Flight testing using twin electro-optical and Thales I-Master synthetic aperture radar/ground moving target indication (GMTI) payloads is also going well, says Miller, with “GMTI the real winner”.

Following the completion of field trials, the Watchkeeper system will be involved in exercises on the Salisbury Plain training area in Wiltshire. This will be the first time that UAS make use of a temporary segment of restricted airspace available after taking off from the MoD’s nearby Boscombe Down test centre.

Thales has been providing the MoD with surveillance cover in Afghanistan since 2007 – using leased Hermes 450s the company has delivered more than 43,500 flight hours of support, with five tasking lines now in use. “We do about 80% of the airborne ISTAR for the UK’s forward operating bases,” says Miller.

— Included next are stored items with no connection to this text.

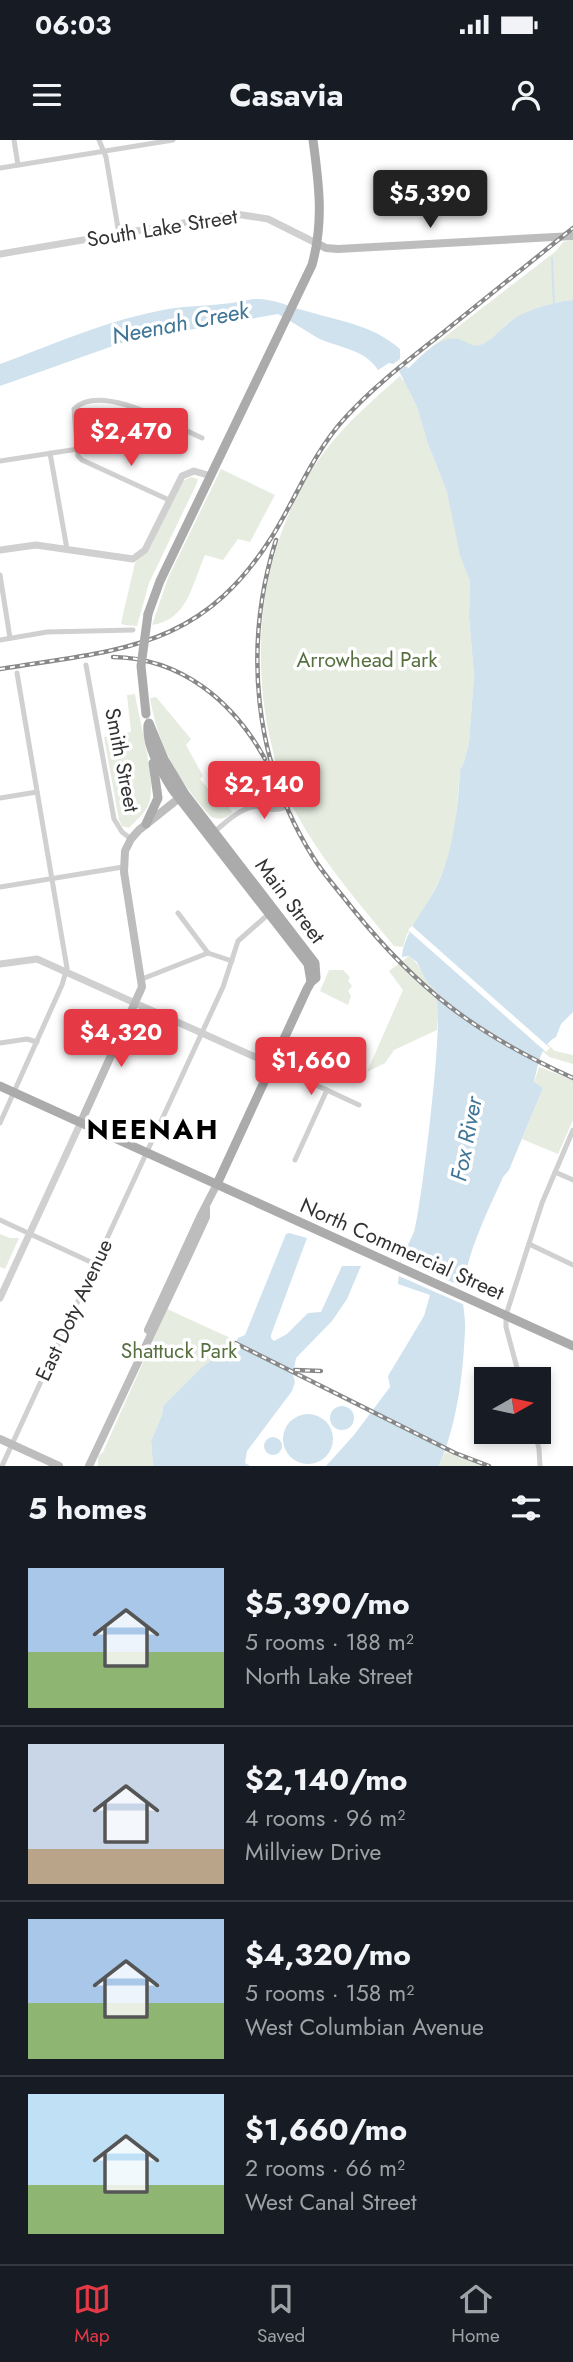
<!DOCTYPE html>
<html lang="en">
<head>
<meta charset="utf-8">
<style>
  :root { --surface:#171b24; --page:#20242c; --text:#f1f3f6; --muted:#9ea1a6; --line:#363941; --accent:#e63946 }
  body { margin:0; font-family:Jost,sans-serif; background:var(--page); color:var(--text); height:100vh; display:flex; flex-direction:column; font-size:26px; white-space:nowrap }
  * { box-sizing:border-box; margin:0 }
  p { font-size:23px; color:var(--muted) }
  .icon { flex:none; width:38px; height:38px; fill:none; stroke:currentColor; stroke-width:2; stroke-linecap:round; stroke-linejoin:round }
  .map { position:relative; height:1326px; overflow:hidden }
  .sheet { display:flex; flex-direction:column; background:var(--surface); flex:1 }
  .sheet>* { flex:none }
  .needle { width:46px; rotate:81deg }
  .buttons { position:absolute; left:474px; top:1227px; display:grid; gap:14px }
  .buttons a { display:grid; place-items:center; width:77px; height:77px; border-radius:0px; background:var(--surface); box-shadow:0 4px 10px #0003; font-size:35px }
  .price { position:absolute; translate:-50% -60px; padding:0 16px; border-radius:7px; background:var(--accent); color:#fff; font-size:23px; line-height:46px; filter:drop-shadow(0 2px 4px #0008) }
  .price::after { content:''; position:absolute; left:50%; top:42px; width:21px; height:16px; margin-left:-10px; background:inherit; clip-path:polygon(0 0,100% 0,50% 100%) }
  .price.on { background:#222; color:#fff }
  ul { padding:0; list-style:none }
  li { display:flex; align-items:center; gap:21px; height:175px; padding:0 28px }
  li+li { border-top:2px solid var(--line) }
  li span { display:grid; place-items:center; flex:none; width:196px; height:140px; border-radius:0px; color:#555 }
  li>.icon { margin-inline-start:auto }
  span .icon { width:84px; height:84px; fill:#fffc; stroke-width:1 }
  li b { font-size:30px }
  h2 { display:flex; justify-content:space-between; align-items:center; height:84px; padding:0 28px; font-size:30px }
  .status { display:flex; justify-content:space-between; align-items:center; height:49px; padding:0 35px; background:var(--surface); direction:ltr }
  .status svg { height:19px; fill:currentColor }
  header { display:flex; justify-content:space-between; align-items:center; height:91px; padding:0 28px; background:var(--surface); font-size:32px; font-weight:700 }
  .tab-bar { display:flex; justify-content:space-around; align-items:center; height:98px; border-top:2px solid var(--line); background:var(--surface); font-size:19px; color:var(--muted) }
  .tab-bar a { display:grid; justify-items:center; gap:4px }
  .tab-bar .on { color:var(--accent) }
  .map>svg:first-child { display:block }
  .green { fill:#e6ecdf }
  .water { fill:#cfe2ee }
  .pier { fill:#fff }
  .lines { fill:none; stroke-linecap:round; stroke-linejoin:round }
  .stream { stroke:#cfe2ee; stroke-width:2 }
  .minor { stroke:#d0d0d0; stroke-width:5 }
  .tertiary { stroke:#d0d0d0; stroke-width:7 }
  .secondary { stroke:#bdbdbd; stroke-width:8 }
  .primary { stroke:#ababab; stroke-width:9 }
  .rail-casing { stroke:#888; stroke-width:4.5 }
  .rail { stroke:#fff; stroke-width:2; stroke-dasharray:5; stroke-linecap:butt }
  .primary-bridge { stroke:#ababab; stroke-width:9 }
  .labels { text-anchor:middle; stroke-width:7; stroke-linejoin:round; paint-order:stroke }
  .street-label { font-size:21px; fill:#333; stroke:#fff }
  .park-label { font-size:21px; fill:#56703f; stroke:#fff }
  .water-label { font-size:23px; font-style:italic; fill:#3f7597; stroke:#fff }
  .district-label { font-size:28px; font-weight:bold; letter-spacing:2px; fill:#000; stroke:#fff }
</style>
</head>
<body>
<div class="status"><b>06:03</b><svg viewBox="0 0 49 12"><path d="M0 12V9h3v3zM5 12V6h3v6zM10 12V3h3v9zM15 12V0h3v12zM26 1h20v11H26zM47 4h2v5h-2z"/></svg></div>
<header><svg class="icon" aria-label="menu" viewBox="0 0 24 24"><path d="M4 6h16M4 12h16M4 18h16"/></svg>Casavia<svg class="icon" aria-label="person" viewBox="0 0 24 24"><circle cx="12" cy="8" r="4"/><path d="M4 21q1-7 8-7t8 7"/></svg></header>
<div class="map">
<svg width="573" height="1326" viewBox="0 0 573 1326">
  <rect width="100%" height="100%" fill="#fff"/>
  <!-- green -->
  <g class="green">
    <path d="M573,100V160C554,161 532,169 515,178C499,186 491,211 469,205L408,249L417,267L428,304L447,352L470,441L469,477L474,536L469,603L464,622L460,630L455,689L446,723L439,741L416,784L555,911L573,915V924L549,917L411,790L407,794L403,807L394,806C355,758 313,711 287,655C278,635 274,615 269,594C249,498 265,391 325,311C347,282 373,260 400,236L403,241L446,200L429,209L556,111L563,102Z"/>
    <path d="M221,329L275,355L250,402L238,399L223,420L205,415C192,444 188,480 152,485L168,438Z"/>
    <polygon points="191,337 198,339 196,345 149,443 137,486 124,485 121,483 135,423 149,410 183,341"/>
    <path d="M135,554C139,579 157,643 149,663C145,674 135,681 129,688L122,686L119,680L104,597L131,592L127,555Z"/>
    <path d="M156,557L191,599L186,605L203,636L200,639L224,668L227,666L233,672C227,679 218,681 210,676C178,640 158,606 150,558Z"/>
    <path d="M409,816C422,826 426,841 438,852L436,858L439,866L437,890L394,910L385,923L367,932L403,850L389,831Z"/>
    <polygon points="329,830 343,830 350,837 348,841 352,846 348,851 351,856 348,865 320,851"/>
    <polygon points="539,927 573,940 573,980 558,1014 522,999 543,948 534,943"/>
    <polygon points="0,1094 10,1098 19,1098 5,1129 0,1127"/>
    <polygon points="167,1169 237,1201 235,1205 203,1226 163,1266 162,1275 151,1301 153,1326 98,1326 98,1317 103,1312"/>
    <polygon points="445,1312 483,1326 439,1326"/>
  </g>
  <!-- water -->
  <g class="water">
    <path d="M253,159C272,158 288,166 306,171C339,181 373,185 400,209V219L393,224L389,223L378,230C364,208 337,208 316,197C303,189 291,181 278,174L127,201L0,246V224C52,205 103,182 158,171C189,164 222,167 253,159Z"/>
    <path d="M573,160V872L561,884L556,897C540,906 538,926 534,942L543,948L509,1030L503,1037C487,1073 469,1108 463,1147C461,1161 466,1176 465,1190C463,1237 457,1283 439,1326H326L354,1295L390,1247L388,1236L424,1176L430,1155L398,1144C399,1137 399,1129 400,1122C403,1111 412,1100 415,1088C422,1061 445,871 436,858L439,854L427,842L417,822L409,816L402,817C403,793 430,763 440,739C454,704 458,667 460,630L464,622L469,603L474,536L469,477L470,441L460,415L447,352L428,304L417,267L399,231L405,226L409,228C421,216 440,195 458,199C468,201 472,209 483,204C495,198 501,188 512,180C526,170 556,161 573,160Z"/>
    <polygon points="289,1093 307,1098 271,1195 271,1198 274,1201 287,1194 308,1173 321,1172 342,1126 361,1126 347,1159 332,1181 296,1218 293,1235 295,1242 292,1251 247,1311 245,1323 250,1326 153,1326 151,1301 162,1275 163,1266 203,1226 234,1206 238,1198 245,1195 286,1094"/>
    <circle cx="342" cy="1278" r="12"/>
    <circle cx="308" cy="1299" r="25"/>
    <circle cx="273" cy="1306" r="9"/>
  </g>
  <!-- pier -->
  <g class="pier">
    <polygon points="412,786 550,908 546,912 408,790"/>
    <polygon points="401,1119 467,1149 467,1166 399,1136"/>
  </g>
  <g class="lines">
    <!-- stream -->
    <polyline class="stream" points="552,118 554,165"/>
    <!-- minor -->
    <g class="minor">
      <polyline points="14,0 18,25"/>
      <polyline points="99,0 106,17 119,94"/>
      <polyline points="0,28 173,0"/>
      <polyline points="50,313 67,409"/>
      <polyline points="0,321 78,309"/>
      <path d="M169,360L82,320L78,316L74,269C101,242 173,285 202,298"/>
      <polyline points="0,435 10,498"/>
      <polyline points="0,500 47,492 133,490"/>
      <polyline points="86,525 114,679 122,692 131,699"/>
      <polyline points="0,658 37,652"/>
      <path d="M214,692C225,683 238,670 252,667C259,665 263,667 269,669C284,672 294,662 304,653"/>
      <polyline points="0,747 123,727"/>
      <polyline points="178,773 208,813"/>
      <polyline points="142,839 208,813 232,821"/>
      <polyline points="0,903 27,899 37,902"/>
      <polyline points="273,925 359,965"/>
      <polyline points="0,983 62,845 67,828 17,533"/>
      <polyline points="295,1020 327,950"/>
      <polyline points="555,1032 573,1040"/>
      <polyline points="0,1080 95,1124"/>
      <polyline points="529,1104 573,1125"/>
      <polyline points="520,1239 506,1187 506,1175 542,1063 573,990"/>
      <polyline points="535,1292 539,1309 540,1326"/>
      <polyline points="2,1326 223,847 238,801 271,772"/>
    </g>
    <!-- tertiary -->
    <g class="tertiary">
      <polyline points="0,114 236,74 268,79 318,104"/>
      <polyline points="0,410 36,405 133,419 145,410 182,336 194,331 211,336"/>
      <polyline points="0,824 37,819 273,925"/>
      <polyline points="0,1158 81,982"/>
    </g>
    <!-- secondary -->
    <g class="secondary">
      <polyline points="318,104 326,108 338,109 573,96"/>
      <polyline points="81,982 142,847 124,732 125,711 131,699 139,690 183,655"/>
      <polyline points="148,1190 201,1075 217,1044"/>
      <polyline points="0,1299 59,1326"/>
      <polyline points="89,1326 189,1114 206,1077 206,1068"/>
    </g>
    <!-- primary -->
    <g class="primary">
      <path d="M148,474L160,441L312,125C324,82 319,44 313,0"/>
      <polyline points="149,583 164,619 185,654 315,823 316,838 311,842 307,849 217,1044"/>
      <path d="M148,585C146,607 161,631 172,649L308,824L311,842"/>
      <polyline points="146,684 158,658 153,623"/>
      <polyline points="0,946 573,1206"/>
    </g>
    <!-- rail casing -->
    <g class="rail-casing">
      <g id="rail">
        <path d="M276,400C243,505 253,622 313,717C324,735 339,751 352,768C419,851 476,894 573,938"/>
        <path d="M113,517C181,518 233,561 265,619"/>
        <path d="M0,529C122,509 201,510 273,395C297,356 313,313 345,278C375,245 410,219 445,191C487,157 530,123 573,88"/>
        <polyline points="235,1203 455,1313 489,1326"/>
        <polyline points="295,1230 321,1231"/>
      </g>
    </g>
    <!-- rail -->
    <use href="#rail" class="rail"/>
    <!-- primary-bridge -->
    <polyline class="primary-bridge" points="146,574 141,526 148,474"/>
  </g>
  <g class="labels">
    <!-- street labels -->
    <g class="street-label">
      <text transform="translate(162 88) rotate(-9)" y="7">South Lake Street</text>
      <text transform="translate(122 620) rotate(79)" y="7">Smith Street</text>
      <text transform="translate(290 761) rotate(53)" y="7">Main Street</text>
      <text transform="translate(402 1109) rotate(24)" y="7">North Commercial Street</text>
      <text transform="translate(74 1170) rotate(-65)" y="7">East Doty Avenue</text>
    </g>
    <!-- park labels -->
    <g class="park-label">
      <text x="367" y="527">Arrowhead Park</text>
      <text x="179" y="1218">Shattuck Park</text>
    </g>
    <!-- water labels -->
    <g class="water-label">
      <text transform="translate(180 183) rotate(-11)" y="8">Neenah Creek</text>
      <text transform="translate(466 999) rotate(-79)" y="8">Fox River</text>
    </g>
    <!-- district labels -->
    <g class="district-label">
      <text x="153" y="999">NEENAH</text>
    </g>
  </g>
</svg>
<div class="buttons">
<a><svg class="needle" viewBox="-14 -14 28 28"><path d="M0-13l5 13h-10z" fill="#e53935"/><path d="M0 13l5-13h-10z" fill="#9ea1a6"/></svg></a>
</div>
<b class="price on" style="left:430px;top:90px">$5,390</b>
<b class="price" style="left:131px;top:328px">$2,470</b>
<b class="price" style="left:264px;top:681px">$2,140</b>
<b class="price" style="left:121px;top:929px">$4,320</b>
<b class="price" style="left:311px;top:957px">$1,660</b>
</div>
<section class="sheet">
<h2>5 homes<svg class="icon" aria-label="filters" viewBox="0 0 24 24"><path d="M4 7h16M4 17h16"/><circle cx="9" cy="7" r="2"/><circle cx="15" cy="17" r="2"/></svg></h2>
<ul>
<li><span style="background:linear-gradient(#a9c7e8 60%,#8fb573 0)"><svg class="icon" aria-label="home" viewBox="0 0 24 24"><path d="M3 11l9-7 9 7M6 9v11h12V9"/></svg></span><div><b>$5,390/mo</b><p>5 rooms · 188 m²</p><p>North Lake Street</p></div></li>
<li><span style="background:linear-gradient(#c9d6e8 75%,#b9a48a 0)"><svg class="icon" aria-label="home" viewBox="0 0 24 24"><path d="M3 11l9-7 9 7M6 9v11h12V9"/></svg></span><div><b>$2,140/mo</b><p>4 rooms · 96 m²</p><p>Millview Drive</p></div></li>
<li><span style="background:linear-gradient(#a9c7e8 60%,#8fb573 0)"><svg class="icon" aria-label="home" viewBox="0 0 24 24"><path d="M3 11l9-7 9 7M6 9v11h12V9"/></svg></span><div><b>$4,320/mo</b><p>5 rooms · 158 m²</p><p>West Columbian Avenue</p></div></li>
<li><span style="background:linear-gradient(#bfe0f5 65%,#8fb573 0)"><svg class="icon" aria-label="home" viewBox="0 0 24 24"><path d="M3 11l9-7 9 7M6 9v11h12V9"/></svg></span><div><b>$1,660/mo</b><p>2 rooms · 66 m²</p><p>West Canal Street</p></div></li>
</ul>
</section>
<nav class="tab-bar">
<a class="on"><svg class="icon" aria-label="map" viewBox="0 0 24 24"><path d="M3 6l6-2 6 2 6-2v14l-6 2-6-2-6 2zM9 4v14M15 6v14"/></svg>Map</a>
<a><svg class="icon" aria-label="saved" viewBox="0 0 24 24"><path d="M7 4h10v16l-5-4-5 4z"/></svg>Saved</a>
<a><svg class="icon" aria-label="home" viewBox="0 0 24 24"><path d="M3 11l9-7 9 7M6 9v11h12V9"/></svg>Home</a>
</nav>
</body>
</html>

The UK MoD will be taking the first Watchkeepers to Afghanistan at end of 2011. The contract for the current urgent operational requirement runs until mid-2012, which enables a phased transition to the new equipment which will provide a sixth “tasking line” for ISTAR support.

Thales is building 54 Watchkeeper units under a ₤889 million ($1.3 billion) contract with the U.K. Ministry of Defence. It is also supplying spares and support services under a three-year follow-on award issued last year.